YOUR OBJECTIVE >>
Among the lines below, a stretch begins at the one with "content:''; position:absolute; left:50%;" and ends at the one with "width:126px; height:126px; fill:#fffc;". Repeat that stretch exactly, ends included.

RECORDS SUPPLIED >>
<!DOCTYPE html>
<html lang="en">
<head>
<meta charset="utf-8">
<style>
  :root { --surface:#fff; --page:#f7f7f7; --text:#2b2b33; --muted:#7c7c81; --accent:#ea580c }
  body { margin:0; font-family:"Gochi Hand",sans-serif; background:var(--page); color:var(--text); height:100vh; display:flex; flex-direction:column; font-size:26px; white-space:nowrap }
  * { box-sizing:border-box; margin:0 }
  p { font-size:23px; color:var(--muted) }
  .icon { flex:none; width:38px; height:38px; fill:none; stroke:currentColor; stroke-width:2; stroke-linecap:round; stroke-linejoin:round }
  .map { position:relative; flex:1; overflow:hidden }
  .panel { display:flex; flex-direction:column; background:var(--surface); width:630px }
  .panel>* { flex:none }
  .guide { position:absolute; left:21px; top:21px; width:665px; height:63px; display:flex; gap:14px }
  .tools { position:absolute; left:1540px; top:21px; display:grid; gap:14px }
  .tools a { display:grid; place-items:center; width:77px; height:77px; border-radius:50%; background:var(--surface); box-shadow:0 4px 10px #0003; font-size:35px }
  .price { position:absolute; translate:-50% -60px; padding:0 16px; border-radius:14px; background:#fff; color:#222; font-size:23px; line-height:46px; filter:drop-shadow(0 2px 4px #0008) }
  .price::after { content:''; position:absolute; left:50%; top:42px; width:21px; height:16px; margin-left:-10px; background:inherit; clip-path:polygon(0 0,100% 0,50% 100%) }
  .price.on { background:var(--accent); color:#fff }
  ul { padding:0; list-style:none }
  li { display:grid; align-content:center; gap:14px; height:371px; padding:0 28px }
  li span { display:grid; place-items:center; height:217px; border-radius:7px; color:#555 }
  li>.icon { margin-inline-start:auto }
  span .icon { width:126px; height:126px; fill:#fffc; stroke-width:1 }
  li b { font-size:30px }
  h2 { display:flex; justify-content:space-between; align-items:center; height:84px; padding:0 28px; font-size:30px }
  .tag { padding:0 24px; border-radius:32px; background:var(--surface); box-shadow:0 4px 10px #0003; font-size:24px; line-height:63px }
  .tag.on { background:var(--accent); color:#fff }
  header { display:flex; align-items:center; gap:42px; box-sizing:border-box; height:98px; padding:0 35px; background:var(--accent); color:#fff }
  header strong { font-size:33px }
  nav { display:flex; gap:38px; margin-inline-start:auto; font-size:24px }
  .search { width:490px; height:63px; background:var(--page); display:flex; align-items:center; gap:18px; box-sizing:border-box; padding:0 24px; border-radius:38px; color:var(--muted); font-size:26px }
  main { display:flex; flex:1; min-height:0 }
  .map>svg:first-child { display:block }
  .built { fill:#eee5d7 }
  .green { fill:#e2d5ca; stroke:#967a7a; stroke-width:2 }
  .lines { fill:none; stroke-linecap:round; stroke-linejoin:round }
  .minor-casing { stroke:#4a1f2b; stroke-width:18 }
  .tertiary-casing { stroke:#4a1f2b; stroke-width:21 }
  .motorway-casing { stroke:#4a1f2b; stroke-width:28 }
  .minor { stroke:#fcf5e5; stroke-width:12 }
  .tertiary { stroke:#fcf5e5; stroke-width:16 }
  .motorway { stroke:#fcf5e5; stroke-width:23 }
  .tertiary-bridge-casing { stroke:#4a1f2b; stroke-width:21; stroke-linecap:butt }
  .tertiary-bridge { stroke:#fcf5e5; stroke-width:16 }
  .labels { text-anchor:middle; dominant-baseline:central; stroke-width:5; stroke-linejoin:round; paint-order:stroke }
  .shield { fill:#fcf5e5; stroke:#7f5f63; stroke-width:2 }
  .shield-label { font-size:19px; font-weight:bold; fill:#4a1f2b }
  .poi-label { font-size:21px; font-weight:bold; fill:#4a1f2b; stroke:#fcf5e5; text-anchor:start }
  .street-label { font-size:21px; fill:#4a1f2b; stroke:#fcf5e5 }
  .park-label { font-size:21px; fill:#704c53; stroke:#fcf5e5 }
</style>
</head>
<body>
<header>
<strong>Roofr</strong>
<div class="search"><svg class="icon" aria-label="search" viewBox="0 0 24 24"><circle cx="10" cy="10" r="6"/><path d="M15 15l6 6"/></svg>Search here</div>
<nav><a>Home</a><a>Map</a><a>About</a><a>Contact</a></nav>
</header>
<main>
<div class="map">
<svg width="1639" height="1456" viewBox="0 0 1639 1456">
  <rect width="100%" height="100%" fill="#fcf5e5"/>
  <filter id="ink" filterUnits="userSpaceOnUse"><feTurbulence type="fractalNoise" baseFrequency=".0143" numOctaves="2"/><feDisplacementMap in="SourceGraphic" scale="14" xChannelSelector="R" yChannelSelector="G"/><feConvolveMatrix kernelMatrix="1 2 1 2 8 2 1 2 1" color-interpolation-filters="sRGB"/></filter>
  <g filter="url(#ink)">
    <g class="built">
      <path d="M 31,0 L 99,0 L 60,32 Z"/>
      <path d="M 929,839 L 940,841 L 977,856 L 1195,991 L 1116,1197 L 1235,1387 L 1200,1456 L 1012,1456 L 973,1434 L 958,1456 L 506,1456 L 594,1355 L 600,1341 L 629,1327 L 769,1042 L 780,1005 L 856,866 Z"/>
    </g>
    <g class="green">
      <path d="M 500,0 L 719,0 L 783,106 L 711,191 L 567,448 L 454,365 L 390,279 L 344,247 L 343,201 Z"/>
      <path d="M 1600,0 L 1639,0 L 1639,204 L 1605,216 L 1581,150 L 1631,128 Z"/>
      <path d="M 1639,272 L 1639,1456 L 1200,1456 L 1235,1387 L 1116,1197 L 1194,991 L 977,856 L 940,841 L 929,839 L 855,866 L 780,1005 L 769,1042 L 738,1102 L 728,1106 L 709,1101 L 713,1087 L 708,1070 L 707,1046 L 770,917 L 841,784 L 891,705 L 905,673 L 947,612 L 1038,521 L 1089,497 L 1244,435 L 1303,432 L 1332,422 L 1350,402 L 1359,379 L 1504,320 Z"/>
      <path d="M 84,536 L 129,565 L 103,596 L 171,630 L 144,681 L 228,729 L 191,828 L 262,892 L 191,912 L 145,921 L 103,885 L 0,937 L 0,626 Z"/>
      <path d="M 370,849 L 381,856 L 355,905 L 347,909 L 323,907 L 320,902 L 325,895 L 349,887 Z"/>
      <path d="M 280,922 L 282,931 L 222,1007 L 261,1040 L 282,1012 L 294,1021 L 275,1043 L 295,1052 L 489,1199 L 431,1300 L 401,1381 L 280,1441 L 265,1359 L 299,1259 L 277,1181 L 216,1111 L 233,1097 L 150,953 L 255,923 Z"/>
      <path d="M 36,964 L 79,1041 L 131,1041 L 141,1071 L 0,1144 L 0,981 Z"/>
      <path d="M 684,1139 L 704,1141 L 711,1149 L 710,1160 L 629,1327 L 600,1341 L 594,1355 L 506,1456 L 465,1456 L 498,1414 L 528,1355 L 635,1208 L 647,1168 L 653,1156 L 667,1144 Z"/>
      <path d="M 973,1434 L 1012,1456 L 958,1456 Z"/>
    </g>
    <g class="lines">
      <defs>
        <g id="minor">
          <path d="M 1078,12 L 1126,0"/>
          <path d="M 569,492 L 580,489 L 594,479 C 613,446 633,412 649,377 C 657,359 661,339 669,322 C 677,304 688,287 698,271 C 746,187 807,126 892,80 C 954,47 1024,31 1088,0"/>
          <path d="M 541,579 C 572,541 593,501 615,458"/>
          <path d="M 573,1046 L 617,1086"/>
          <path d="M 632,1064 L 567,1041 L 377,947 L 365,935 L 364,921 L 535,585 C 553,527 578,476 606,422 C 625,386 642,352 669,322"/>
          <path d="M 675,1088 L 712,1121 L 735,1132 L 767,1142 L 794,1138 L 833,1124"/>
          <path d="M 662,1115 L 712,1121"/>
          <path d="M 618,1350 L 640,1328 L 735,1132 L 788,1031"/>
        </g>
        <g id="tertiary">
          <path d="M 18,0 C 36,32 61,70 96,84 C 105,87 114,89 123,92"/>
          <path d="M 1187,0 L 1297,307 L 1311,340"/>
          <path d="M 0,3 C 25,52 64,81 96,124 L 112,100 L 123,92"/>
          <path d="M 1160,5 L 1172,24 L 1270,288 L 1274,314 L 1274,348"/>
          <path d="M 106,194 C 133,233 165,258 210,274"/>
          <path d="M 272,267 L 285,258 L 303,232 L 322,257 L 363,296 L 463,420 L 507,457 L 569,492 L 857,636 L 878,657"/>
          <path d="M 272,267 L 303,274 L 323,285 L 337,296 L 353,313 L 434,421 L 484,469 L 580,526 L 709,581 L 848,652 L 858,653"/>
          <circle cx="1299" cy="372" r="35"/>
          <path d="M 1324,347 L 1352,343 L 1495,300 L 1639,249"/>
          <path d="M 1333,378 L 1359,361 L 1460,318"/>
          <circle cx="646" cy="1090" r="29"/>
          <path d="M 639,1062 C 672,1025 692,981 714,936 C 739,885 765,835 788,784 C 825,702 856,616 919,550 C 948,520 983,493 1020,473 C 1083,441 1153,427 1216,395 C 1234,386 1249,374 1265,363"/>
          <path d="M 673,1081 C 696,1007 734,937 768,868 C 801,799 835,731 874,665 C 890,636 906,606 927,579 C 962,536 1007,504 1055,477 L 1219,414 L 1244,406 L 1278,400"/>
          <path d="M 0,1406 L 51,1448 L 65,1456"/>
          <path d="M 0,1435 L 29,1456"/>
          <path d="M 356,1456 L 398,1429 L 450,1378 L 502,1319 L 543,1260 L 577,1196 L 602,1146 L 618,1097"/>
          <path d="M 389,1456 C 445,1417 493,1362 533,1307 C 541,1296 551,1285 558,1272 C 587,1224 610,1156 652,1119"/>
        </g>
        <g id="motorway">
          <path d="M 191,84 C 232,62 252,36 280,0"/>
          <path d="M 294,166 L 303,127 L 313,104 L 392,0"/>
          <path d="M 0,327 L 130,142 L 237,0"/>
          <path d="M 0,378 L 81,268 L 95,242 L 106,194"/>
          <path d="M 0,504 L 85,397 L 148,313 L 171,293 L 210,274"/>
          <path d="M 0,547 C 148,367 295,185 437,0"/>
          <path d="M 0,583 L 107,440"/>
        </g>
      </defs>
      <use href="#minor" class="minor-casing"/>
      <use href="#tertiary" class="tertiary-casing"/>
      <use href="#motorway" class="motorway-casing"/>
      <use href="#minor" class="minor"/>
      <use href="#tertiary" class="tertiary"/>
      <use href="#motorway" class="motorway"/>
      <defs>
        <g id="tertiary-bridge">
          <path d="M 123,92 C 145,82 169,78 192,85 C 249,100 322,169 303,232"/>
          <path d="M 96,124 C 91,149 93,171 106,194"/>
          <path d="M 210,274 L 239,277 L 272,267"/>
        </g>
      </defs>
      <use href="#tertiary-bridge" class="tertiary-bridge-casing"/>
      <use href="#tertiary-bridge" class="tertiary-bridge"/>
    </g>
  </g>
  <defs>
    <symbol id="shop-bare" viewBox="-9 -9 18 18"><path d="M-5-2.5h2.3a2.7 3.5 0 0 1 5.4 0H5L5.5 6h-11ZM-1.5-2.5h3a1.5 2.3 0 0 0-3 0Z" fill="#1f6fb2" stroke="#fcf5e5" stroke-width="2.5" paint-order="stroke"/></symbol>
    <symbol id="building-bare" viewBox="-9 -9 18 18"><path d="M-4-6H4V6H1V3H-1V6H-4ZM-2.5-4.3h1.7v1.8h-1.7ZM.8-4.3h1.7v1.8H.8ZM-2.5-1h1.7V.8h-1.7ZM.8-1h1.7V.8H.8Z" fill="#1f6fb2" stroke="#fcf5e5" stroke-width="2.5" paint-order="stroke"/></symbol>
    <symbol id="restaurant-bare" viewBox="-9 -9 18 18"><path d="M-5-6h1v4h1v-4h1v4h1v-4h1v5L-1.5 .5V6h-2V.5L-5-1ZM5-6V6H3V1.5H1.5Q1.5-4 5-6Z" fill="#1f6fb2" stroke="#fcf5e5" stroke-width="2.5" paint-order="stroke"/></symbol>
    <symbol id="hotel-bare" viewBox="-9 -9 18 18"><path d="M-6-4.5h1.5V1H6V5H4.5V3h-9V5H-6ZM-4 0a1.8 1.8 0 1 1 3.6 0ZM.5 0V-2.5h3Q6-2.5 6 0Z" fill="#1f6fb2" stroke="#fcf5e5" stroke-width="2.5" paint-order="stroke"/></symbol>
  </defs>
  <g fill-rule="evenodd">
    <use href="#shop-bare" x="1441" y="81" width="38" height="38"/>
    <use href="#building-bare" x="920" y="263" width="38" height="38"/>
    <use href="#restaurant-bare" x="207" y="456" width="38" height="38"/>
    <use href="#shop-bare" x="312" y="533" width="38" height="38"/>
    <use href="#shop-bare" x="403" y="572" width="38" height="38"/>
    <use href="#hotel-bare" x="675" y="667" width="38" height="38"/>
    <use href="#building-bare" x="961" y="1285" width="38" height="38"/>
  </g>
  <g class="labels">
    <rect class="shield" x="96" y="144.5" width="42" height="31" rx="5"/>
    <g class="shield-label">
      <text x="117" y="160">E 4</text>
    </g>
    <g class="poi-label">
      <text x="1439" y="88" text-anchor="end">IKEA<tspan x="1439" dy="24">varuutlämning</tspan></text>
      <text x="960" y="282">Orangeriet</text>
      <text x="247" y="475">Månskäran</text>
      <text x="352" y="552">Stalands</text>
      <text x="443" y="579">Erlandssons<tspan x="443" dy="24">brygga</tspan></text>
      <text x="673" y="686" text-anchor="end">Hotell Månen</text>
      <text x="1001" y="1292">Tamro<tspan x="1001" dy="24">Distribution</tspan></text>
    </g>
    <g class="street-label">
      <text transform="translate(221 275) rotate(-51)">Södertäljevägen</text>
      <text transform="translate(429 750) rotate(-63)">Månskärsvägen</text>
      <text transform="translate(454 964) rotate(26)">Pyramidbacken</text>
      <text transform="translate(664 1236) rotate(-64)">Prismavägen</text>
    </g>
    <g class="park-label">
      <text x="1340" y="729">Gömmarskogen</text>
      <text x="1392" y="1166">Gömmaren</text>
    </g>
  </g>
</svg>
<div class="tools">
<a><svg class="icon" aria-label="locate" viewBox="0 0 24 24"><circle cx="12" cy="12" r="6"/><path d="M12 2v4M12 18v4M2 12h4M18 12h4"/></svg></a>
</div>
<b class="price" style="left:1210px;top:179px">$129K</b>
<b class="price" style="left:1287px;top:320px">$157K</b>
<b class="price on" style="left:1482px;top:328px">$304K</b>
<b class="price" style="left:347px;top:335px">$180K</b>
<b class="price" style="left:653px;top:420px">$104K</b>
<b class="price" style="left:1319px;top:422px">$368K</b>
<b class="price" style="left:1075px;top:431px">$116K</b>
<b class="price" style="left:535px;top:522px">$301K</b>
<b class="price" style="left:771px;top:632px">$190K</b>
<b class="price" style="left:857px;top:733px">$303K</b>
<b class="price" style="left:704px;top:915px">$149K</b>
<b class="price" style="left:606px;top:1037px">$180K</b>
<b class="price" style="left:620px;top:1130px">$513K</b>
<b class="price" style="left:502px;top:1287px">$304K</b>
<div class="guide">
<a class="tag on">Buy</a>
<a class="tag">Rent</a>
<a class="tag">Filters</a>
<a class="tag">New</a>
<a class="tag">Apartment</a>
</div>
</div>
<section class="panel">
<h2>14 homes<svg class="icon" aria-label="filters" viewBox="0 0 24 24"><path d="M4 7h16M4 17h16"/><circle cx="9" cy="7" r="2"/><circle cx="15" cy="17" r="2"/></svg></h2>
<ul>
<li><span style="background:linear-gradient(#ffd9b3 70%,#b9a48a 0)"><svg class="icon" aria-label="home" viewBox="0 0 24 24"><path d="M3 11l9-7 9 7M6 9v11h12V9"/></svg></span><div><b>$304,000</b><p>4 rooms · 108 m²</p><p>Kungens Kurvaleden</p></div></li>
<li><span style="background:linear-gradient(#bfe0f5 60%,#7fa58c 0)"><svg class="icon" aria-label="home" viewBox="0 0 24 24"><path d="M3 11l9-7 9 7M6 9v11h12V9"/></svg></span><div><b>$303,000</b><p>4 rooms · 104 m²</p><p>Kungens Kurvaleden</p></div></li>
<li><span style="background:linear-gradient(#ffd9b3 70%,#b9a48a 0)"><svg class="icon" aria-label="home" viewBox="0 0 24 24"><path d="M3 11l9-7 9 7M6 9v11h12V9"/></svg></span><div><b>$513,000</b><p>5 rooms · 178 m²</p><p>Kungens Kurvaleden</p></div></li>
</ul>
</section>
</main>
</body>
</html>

ANSWER TO THIS PROBLEM >>
  .price::after { content:''; position:absolute; left:50%; top:42px; width:21px; height:16px; margin-left:-10px; background:inherit; clip-path:polygon(0 0,100% 0,50% 100%) }
  .price.on { background:var(--accent); color:#fff }
  ul { padding:0; list-style:none }
  li { display:grid; align-content:center; gap:14px; height:371px; padding:0 28px }
  li span { display:grid; place-items:center; height:217px; border-radius:7px; color:#555 }
  li>.icon { margin-inline-start:auto }
  span .icon { width:126px; height:126px; fill:#fffc; stroke-width:1 }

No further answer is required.